**Aim of the exercise**
Set down exactly the lines in the records below that run from the line with "background:#1a73e8; border-color:#fff; box-shadow:0" to the line with "flex:none; width:28px; height:28px;", inclusive, and nothing more.

**Supplied entries**
------
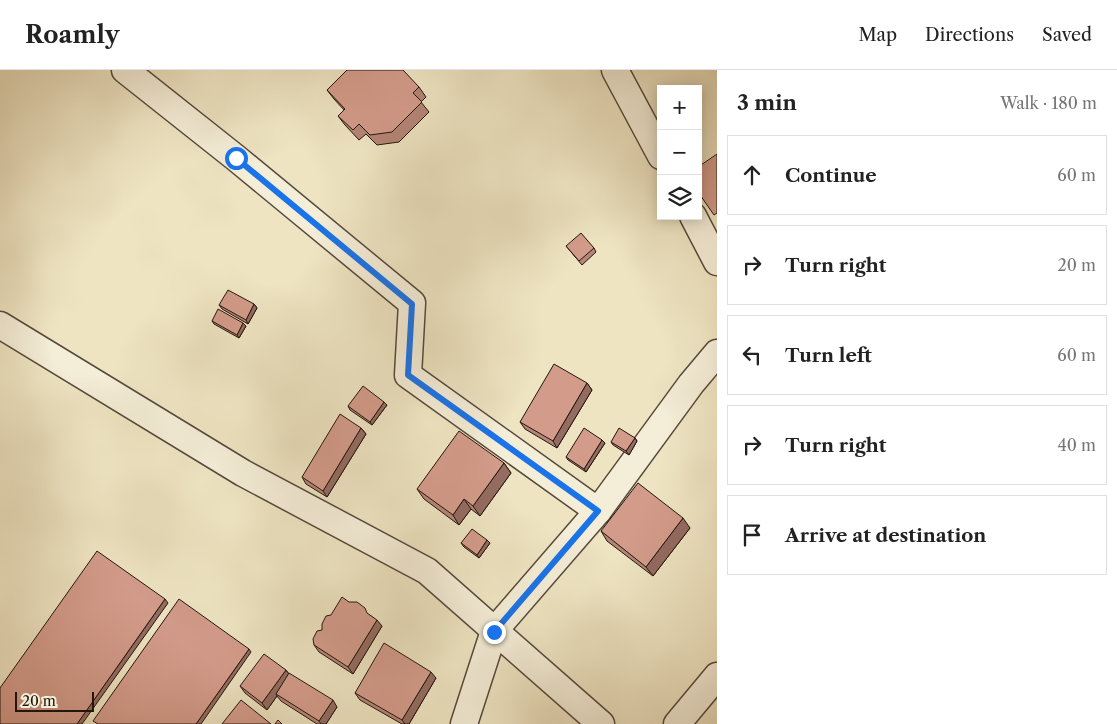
<!DOCTYPE html>
<html lang="en">
<head>
<meta charset="utf-8">
<style>
	body { margin:0; font-family:"Libre Caslon Text",serif; background:#f6f6f6; color:#222 }
	.controls { position:absolute; right:15px; top:15px; display:grid; overflow:hidden; border-radius:0px; box-shadow:0 2px 12px #0003 }
	.controls button { width:45px; height:45px; display:grid; place-items:center; padding:0; border:0; border-bottom:1px solid #e0e0e0; background:#fff; color:#222; font:25px sans-serif }
	.scale { position:absolute; left:15px; bottom:12px; width:79px; box-sizing:border-box; padding-left:5px; border:2px solid #23150f; border-top:0; font-size:14px; line-height:18px; white-space:nowrap; color:#23150f; -webkit-text-stroke:4px #f4edd7; paint-order:stroke }
	.stop { position:absolute; width:15px; height:15px; margin:-11px; border:4px solid #1a73e8; border-radius:50%; background:#fff }
	.stop.end { background:#1a73e8; border-color:#fff; box-shadow:0 1px 5px #0008 }
	.list { margin:0; padding:0; list-style:none }
	h2 { display:flex; justify-content:space-between; align-items:center; height:65px; margin:0; padding:0 20px; font-size:21px }
	h2 small { font-size:16px; font-weight:400; color:#767676 }
	.list li { display:grid; grid-template-columns:32px 1fr auto; gap:15px; align-items:center; box-sizing:border-box; height:80px; margin:0 10px 10px; padding:0 10px; border:1px solid #e0e0e0; border-radius:0px }
	.list b { display:block; font-size:19px; white-space:nowrap }
	.list em { font-size:16px; font-style:normal; color:#767676 }
	.icon { flex:none; width:28px; height:28px; fill:none; stroke:currentColor; stroke-width:2; stroke-linecap:round; stroke-linejoin:round }
	.map { position:relative; flex:none; width:717px; height:654px; overflow:hidden }
	header { display:flex; align-items:center; gap:30px; box-sizing:border-box; height:70px; padding:0 25px; background:#fff; border-bottom:1px solid #e0e0e0 }
	header strong { font-size:24px }
	nav { display:flex; gap:28px; margin-inline-start:auto; font-size:18px }
	main { display:flex }
	aside { flex:1; background:#fff }
	.map>svg:first-child { display:block }
</style>
</head>
<body>
<header>
<strong>Roamly</strong>
<nav><a>Map</a><a>Directions</a><a>Saved</a></nav>
</header>
<main>
<div class="map">
<svg width="717" height="654" viewBox="0 0 717 654">
	<rect width="100%" height="100%" fill="#eee4c2"/>
	<filter id="stains"><feTurbulence type="fractalNoise" baseFrequency=".004" numOctaves="4"/><feColorMatrix values="0 0 0 0 .2 0 0 0 0 .09 0 0 0 0 .02 0 0 0 .5 -.17"/></filter>
	<radialGradient id="worn" r=".72"><stop offset=".6" stop-color="#630" stop-opacity="0"/><stop offset="1" stop-color="#630" stop-opacity=".3"/></radialGradient>
	<g fill="none" stroke-linecap="round" stroke-linejoin="round">
		<g stroke="#56493c" stroke-width="29">
			<g id="minor">
				<path d="M 125,0 L 236,88 L 412,233 L 408,305 L 598,441"/>
				<path d="M 615,0 L 661,86"/>
				<path d="M 693,146 L 717,192"/>
				<path d="M 0,255 L 243,403 L 427,501 L 601,654"/>
				<path d="M 464,654 L 494,561 L 598,441 L 691,314 L 717,283"/>
				<path d="M 677,654 L 717,606"/>
			</g>
		</g>
		<use href="#minor" stroke="#f4edd7" stroke-width="26"/>
	</g>
	<g fill="#b58577" stroke="#23150f">
		<path d="M 419,17 L 426,27 L 421,32 L 429,42 L 399,72 L 377,75 L 366,64 L 359,70 L 345,55 L 338,46 L 344,40 L 334,29 L 327,20 Z"/>
		<path d="M 566,176 L 594,178 L 596,182 L 582,195 Z"/>
		<path d="M 254,234 L 257,238 L 248,254 L 222,239 L 219,235 Z"/>
		<path d="M 212,251 L 246,256 L 239,268 L 214,254 Z"/>
		<path d="M 587,313 L 592,320 L 557,378 L 525,359 L 520,352 Z"/>
		<path d="M 387,335 L 372,355 L 350,340 L 348,336 Z"/>
		<path d="M 361,358 L 366,364 L 327,427 L 306,414 L 302,407 Z"/>
		<path d="M 635,368 L 637,371 L 629,385 L 613,375 L 611,372 Z"/>
		<path d="M 605,373 L 586,402 L 568,390 L 566,387 Z"/>
		<path d="M 504,393 L 511,403 L 480,446 L 471,439 L 459,455 L 424,429 L 417,419 Z"/>
		<path d="M 690,458 L 653,506 L 607,471 L 601,461 Z"/>
		<path d="M 487,470 L 490,473 L 479,488 L 464,477 L 461,473 Z"/>
		<path d="M 370,545 L 382,556 L 353,604 L 319,582 L 314,575 L 322,560 Z"/>
		<path d="M 286,600 L 289,604 L 337,637 L 326,654 L 317,654 L 281,631 L 277,626 L 267,640 L 245,623 L 240,616 Z"/>
		<path d="M 436,608 L 409,654 L 402,654 L 360,630 L 355,623 Z"/>
	</g>
	<g fill="#946c61" stroke="#23150f">
		<path d="M 254,234 L 257,238 L 248,254 L 246,250 Z"/>
		<path d="M 243,253 L 246,256 L 239,268 L 237,265 Z"/>
		<path d="M 587,313 L 592,320 L 557,378 L 553,371 Z"/>
		<path d="M 384,332 L 387,335 L 372,355 L 370,352 Z"/>
		<path d="M 361,358 L 366,364 L 327,427 L 323,421 Z"/>
		<path d="M 635,368 L 637,371 L 629,385 L 626,381 Z"/>
		<path d="M 602,370 L 605,373 L 586,402 L 584,399 Z"/>
		<path d="M 504,393 L 511,403 L 480,446 L 473,436 Z"/>
		<path d="M 464,429 L 471,439 L 459,455 L 453,445 Z"/>
		<path d="M 683,448 L 690,458 L 653,506 L 646,497 Z"/>
		<path d="M 487,470 L 490,473 L 479,488 L 477,485 Z"/>
		<path d="M 165,529 L 168,533 L 82,654 L 77,654 Z"/>
		<path d="M 377,550 L 382,556 L 353,604 L 348,597 Z"/>
		<path d="M 249,579 L 251,582 L 201,654 L 196,654 Z"/>
		<path d="M 286,600 L 291,607 L 276,624 L 277,626 L 267,640 L 262,633 Z"/>
		<path d="M 431,602 L 436,608 L 409,654 L 405,654 L 402,650 Z"/>
		<path d="M 333,630 L 337,637 L 326,654 L 321,654 L 319,651 Z"/>
	</g>
	<g fill="#d39b8a" stroke="#23150f">
		<path d="M 347,0 L 403,0 L 419,17 L 413,23 L 422,32 L 392,62 L 370,65 L 359,54 L 353,60 L 338,46 L 345,39 L 327,20 Z"/>
		<path d="M 717,84 L 717,143 L 714,145 L 698,122 L 698,97 Z"/>
		<path d="M 581,163 L 594,178 L 579,191 L 566,176 Z"/>
		<path d="M 228,220 L 254,234 L 246,250 L 219,235 Z"/>
		<path d="M 218,239 L 243,253 L 237,265 L 212,251 Z"/>
		<path d="M 554,294 L 587,313 L 553,371 L 520,352 Z"/>
		<path d="M 363,316 L 384,332 L 370,352 L 348,336 Z"/>
		<path d="M 340,344 L 361,358 L 323,421 L 302,407 Z"/>
		<path d="M 584,358 L 602,370 L 584,399 L 566,387 Z"/>
		<path d="M 619,358 L 635,368 L 626,381 L 611,372 Z"/>
		<path d="M 459,361 L 504,393 L 473,436 L 464,429 L 453,445 L 417,419 Z"/>
		<path d="M 638,413 L 683,448 L 646,497 L 601,461 Z"/>
		<path d="M 472,459 L 487,470 L 477,485 L 461,473 Z"/>
		<path d="M 97,481 L 165,529 L 77,654 L 0,654 L 0,618 Z"/>
		<path d="M 342,527 L 349,532 L 357,532 L 365,538 L 367,543 L 377,550 L 348,597 L 314,575 L 313,569 L 317,561 L 322,560 L 322,554 L 326,546 L 331,545 Z"/>
		<path d="M 179,529 L 249,579 L 196,654 L 98,654 L 93,651 Z"/>
		<path d="M 384,573 L 431,602 L 402,650 L 355,623 Z"/>
		<path d="M 264,584 L 286,600 L 262,633 L 240,616 Z"/>
		<path d="M 289,603 L 333,630 L 319,651 L 276,624 Z"/>
		<path d="M 241,630 L 271,654 L 222,654 Z"/>
		<path d="M 278,650 L 282,654 L 275,654 Z"/>
	</g>
	<g fill="none" stroke-linecap="round" stroke-linejoin="round">
		<path stroke="#1a73e8" stroke-width="6" d="M 236,88 L 412,234 L 408,305 L 598,441 L 494,562"/>
	</g>
	<rect width="100%" height="100%" filter="url(#stains)"/>
	<rect width="100%" height="100%" fill="url(#worn)"/>
</svg>
<div class="controls">
<button>+</button>
<button>−</button>
<button><svg class="icon" aria-label="layers" viewBox="0 0 24 24"><path d="M12 4l9 5-9 5-9-5zM3 14l9 5 9-5"/></svg></button>
</div>
<div class="scale">20 m</div>
<div class="stop" style="left:236px;top:88px"></div>
<div class="stop end" style="left:494px;top:562px"></div>
</div>
<aside>
<h2>3 min<small>Walk · 180 m</small></h2>
<ul class="list">
<li><svg class="icon" aria-label="ahead" viewBox="0 0 24 24"><path d="M12 20V5M6 11l6-6 6 6"/></svg><div><b>Continue</b></div><em>60 m</em></li>
<li><svg class="icon" aria-label="right" viewBox="0 0 24 24"><path d="M7 20v-9h11M14 6l5 5-5 5"/></svg><div><b>Turn right</b></div><em>20 m</em></li>
<li><svg class="icon" aria-label="left" viewBox="0 0 24 24"><path d="M17 20v-9H6M10 6l-5 5 5 5"/></svg><div><b>Turn left</b></div><em>60 m</em></li>
<li><svg class="icon" aria-label="right" viewBox="0 0 24 24"><path d="M7 20v-9h11M14 6l5 5-5 5"/></svg><div><b>Turn right</b></div><em>40 m</em></li>
<li><svg class="icon" aria-label="arrive" viewBox="0 0 24 24"><path d="M6 21V4h12l-3 4 3 4H6"/></svg><div><b>Arrive at destination</b></div></li>
</ul>
</aside>
</main>
</body>
</html>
------
**Task result**
	.stop.end { background:#1a73e8; border-color:#fff; box-shadow:0 1px 5px #0008 }
	.list { margin:0; padding:0; list-style:none }
	h2 { display:flex; justify-content:space-between; align-items:center; height:65px; margin:0; padding:0 20px; font-size:21px }
	h2 small { font-size:16px; font-weight:400; color:#767676 }
	.list li { display:grid; grid-template-columns:32px 1fr auto; gap:15px; align-items:center; box-sizing:border-box; height:80px; margin:0 10px 10px; padding:0 10px; border:1px solid #e0e0e0; border-radius:0px }
	.list b { display:block; font-size:19px; white-space:nowrap }
	.list em { font-size:16px; font-style:normal; color:#767676 }
	.icon { flex:none; width:28px; height:28px; fill:none; stroke:currentColor; stroke-width:2; stroke-linecap:round; stroke-linejoin:round }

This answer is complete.